Men don’t feature much, beyond a few peripheral walk-ons – unless of course you count the unseen mullahs who came to power in Iran in 1979 and their impact on the lives of the Valiat women. Running through the text are threads of Iranian 20th century history, deftly woven yet illuminating. And yes, the CIA has a lot to answer for.
The Valiats can trace their lineage – and their money – to their ancestor Babk Ali Khan Valiat, aka ‘The Great Warrior’. In Iran, their name carried similar clout to names like Kennedy or Getty in the US until the Islamic Revolution resulted in an exodus for those who could afford to leave. In America, despite their wealth, the Valiats are anonymous immigrants.
Author Sanam Mahloudji was born in Tehran and raised in LA. Such is the fizz and verve of her storytelling, her absolute assurance in the world she presents, it’s hard to believe this is her first novel. What could easily be a mournful story of loss and forced relocation – at one point Shirin says that they did not come to America for a better life, but left a better life behind – is instead very, very funny. Shades of Patsy and Edina from AbFab.

Shirin is an incorrigible Iranian diva, chain-smoking and guzzling Bloody Marys, and pooh-poohing preposterous police charges against her, to the alarm and exasperation of her law student niece Bita. Threats of deportation are scoffed at, as is American exceptionalism: ‘America was never great.’ Unlike pre-1979 Iran, at least if you were a Valiat, with chauffeurs and minions and little to worry about other than remaining rich and thin. Shirin literally throws money about, hurling $30,000 of jewellery into the Aspen snow. She is comically entitled.
She is also an appalling mother, having learned from her own mother Elizabeth, who grew up in an era when, like the upper-class British, parenting was largely left to the servants. The worst thing a woman could be was fat. Yet for all Elizabeth’s ingrained class snobbery, in her teens she instigated a liaison with a lover of far lower status, an affair which would have life long repercussions. And a remarkable sex scene not quite involving Zimmer frames, but almost.
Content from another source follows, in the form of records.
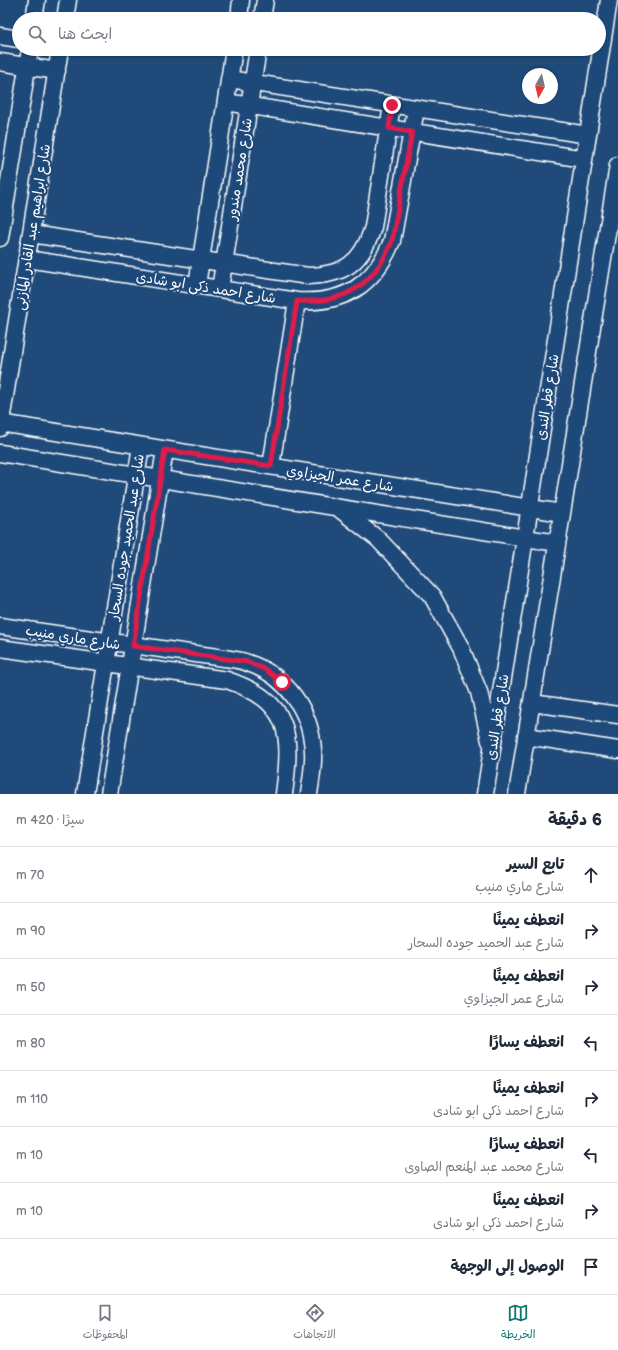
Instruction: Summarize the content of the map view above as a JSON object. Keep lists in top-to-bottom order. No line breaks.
{"streets":{"street":["شارع محمد مندور","شارع ابراهيم عبد القادر المازنى","شارع احمد ذكى ابو شادى","شارع قطر الندى","شارع عمر الجيزاوي","شارع عبد الحميد جوده السحار","شارع ماري منيب"]},"crossings":[["شارع محمد مندور","شارع احمد ذكى ابو شادى"],["شارع ابراهيم عبد القادر المازنى","شارع احمد ذكى ابو شادى"],["شارع ابراهيم عبد القادر المازنى","شارع عمر الجيزاوي"],["شارع قطر الندى","شارع عمر الجيزاوي"],["شارع عمر الجيزاوي","شارع عبد الحميد جوده السحار"],["شارع عبد الحميد جوده السحار","شارع ماري منيب"]],"north":"bottom","page":{"search":"ابحث هنا","heading":["6 دقيقة","سيرًا · 420 m"],"list":[["تابع السير","شارع ماري منيب","70 m"],["انعطف يمينًا","شارع عبد الحميد جوده السحار","90 m"],["انعطف يمينًا","شارع عمر الجيزاوي","50 m"],["انعطف يسارًا","80 m"],["انعطف يمينًا","شارع احمد ذكى ابو شادى","110 m"],["انعطف يسارًا","شارع محمد عبد المنعم الصاوى","10 m"],["انعطف يمينًا","شارع احمد ذكى ابو شادى","10 m"],"الوصول إلى الوجهة"],"nav":["الخريطة","الاتجاهات","المحفوظات"]}}
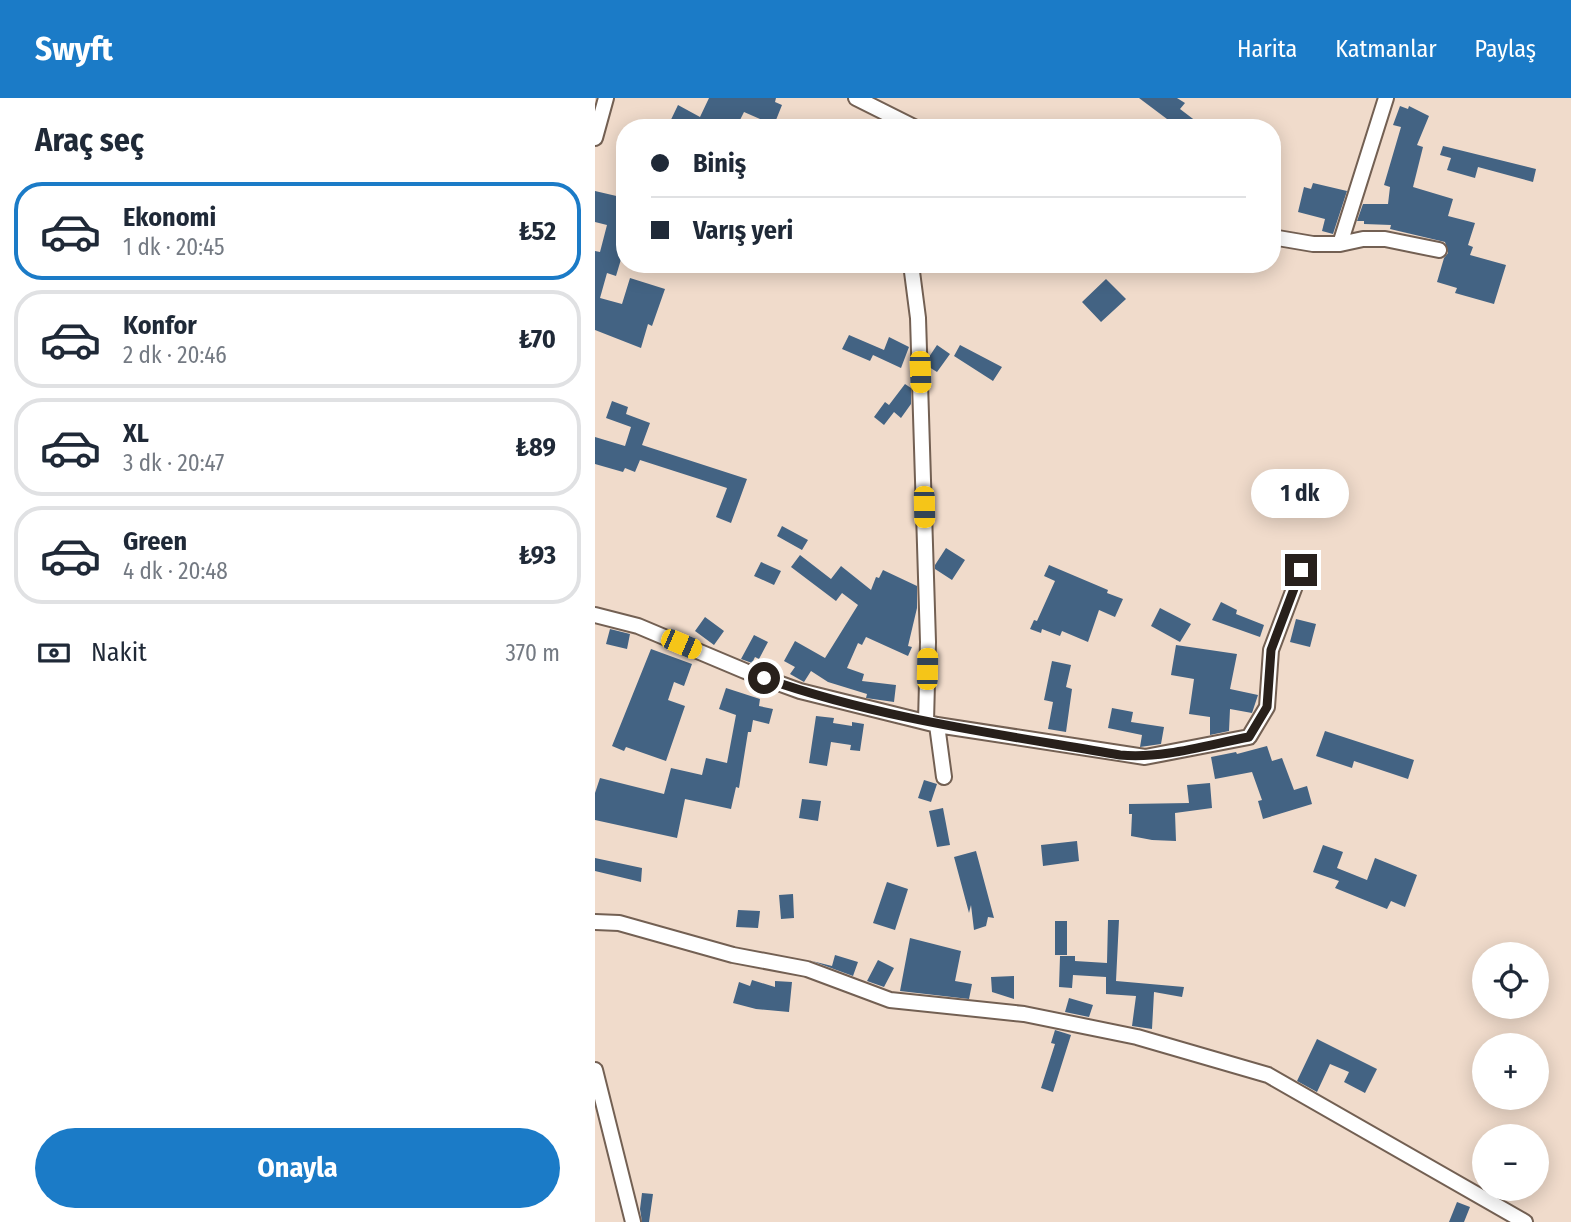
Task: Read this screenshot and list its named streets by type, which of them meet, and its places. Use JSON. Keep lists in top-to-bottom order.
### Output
{
  "page": {
    "header": "Swyft",
    "nav": ["Harita", "Katmanlar", "Paylaş"],
    "heading": "Araç seç",
    "banner": ["Biniş", "Varış yeri"],
    "list": [
      {
        "name": "Ekonomi",
        "note": "1 dk · 20:45",
        "value": "₺52"
      },
      {
        "name": "Konfor",
        "note": "2 dk · 20:46",
        "value": "₺70"
      },
      {
        "name": "XL",
        "note": "3 dk · 20:47",
        "value": "₺89"
      },
      {
        "name": "Green",
        "note": "4 dk · 20:48",
        "value": "₺93"
      }
    ],
    "bubble": "1 dk",
    "pay": ["Nakit", "370 m"],
    "map_buttons": ["+", "−"],
    "buttons": "Onayla"
  }
}
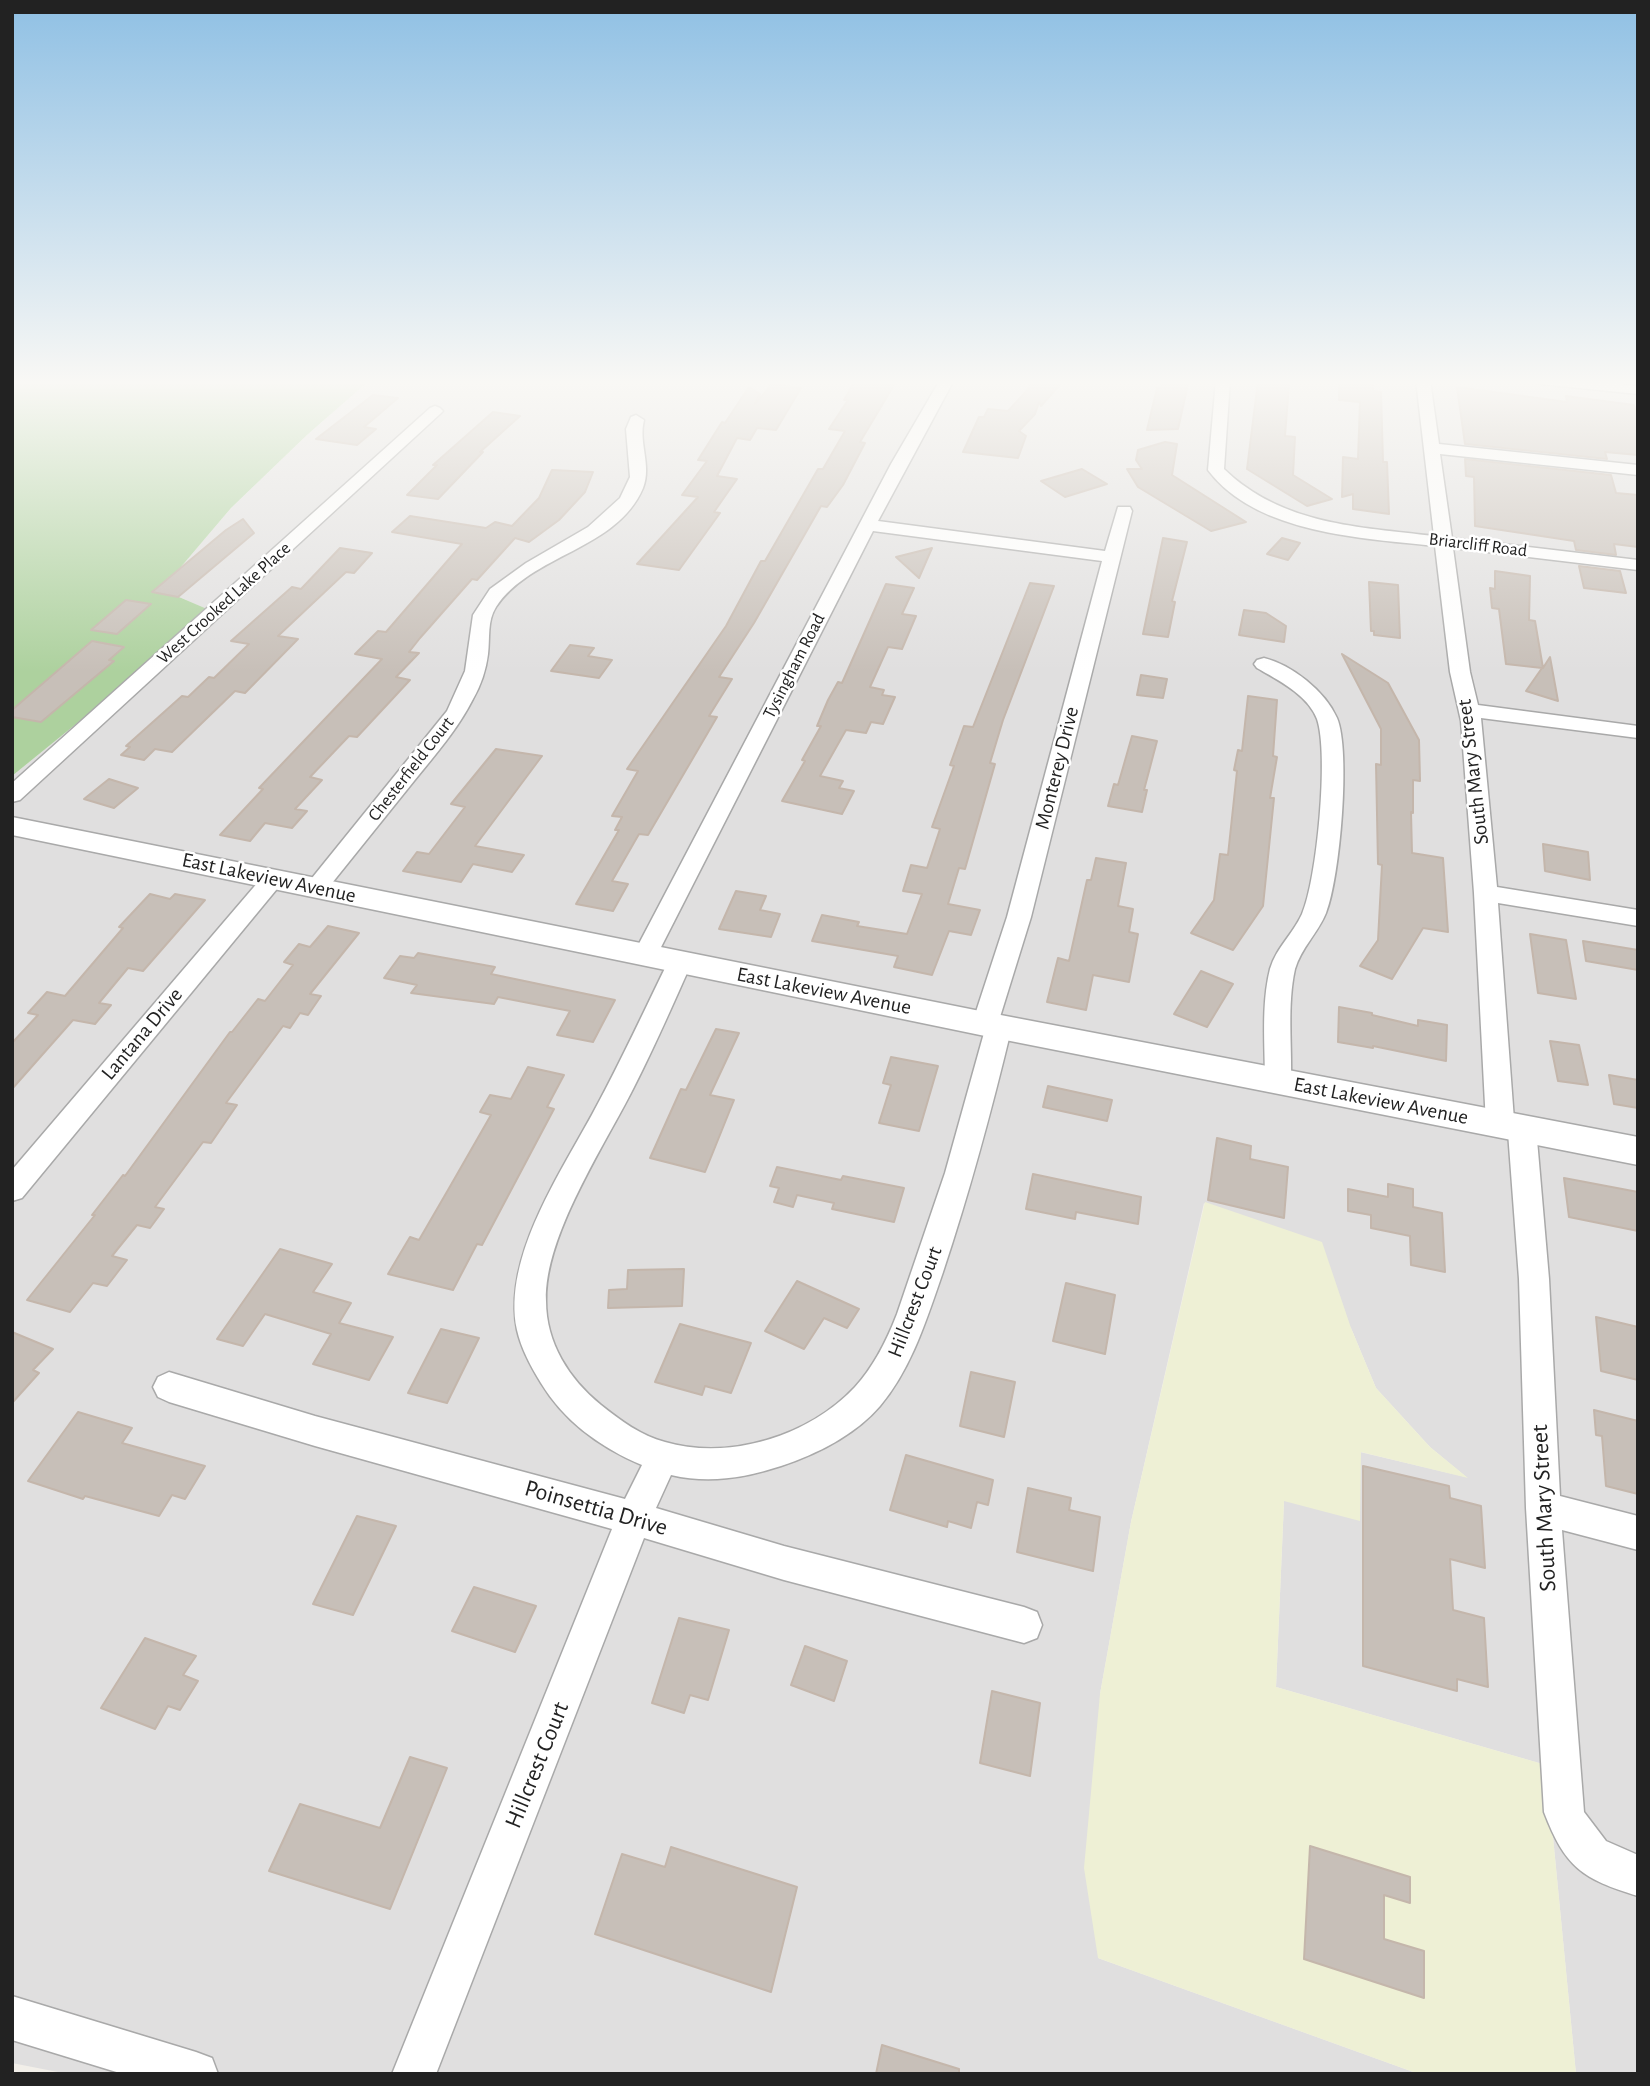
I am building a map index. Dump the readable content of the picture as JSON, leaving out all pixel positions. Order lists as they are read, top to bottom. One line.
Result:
{"streets":{"street":["Briarcliff Road","West Crooked Lake Place","Tysingham Road","Monterey Drive","Chesterfield Court","South Mary Street","East Lakeview Avenue","Lantana Drive","Hillcrest Court","Poinsettia Drive"]},"crossings":[["Briarcliff Road","South Mary Street"],["Tysingham Road","East Lakeview Avenue"],["Monterey Drive","East Lakeview Avenue"],["Monterey Drive","Hillcrest Court"],["Chesterfield Court","East Lakeview Avenue"],["South Mary Street","East Lakeview Avenue"],["East Lakeview Avenue","Lantana Drive"],["East Lakeview Avenue","Hillcrest Court"],["Hillcrest Court","Poinsettia Drive"]]}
The narrative belts along, wry and in places laugh-out-loud, yet often poignant as the reality of the five women’s lives, both in Iran and the US, reveals loneliness and unfulfilled potential. Seema, hiking the LA hills, with baby Bita carried by the nanny, longs to be part of a community. In the Hollywood Hills, she cannot find it. The duality of conformity and rebellion, claustrophobic conservatism and anarchic self-sabotage play out in the lives of both Elizabeth and Shirin, as they simultaneously kick against and embrace social hierarchies, vicious gossip, and a terror of scandal.
Niaz and Elizabeth, granddaughter and grandmother, have very different lives in Tehran, their inherited wealth diminished through state confiscation. Niaz cannot relate to the first world problems of her US family, risking her safety, liberty and sanity exploring the underground dance scene in the city, and at one juncture, shares some E with her granny – who is keen on the drug’s appetite-suppressing qualities. The Valiats are nothing if not intergenerational hedonists, bolstered by an almost life-threatening vanity.
When the five generations of women come together for a family reunion centring around Shirin’s court case in Aspen, questions that have been suppressed for a lifetime are finally asked, although there are no neat or conclusive answers – this is no twee American morality tale. The characters are too flawed for that, too human.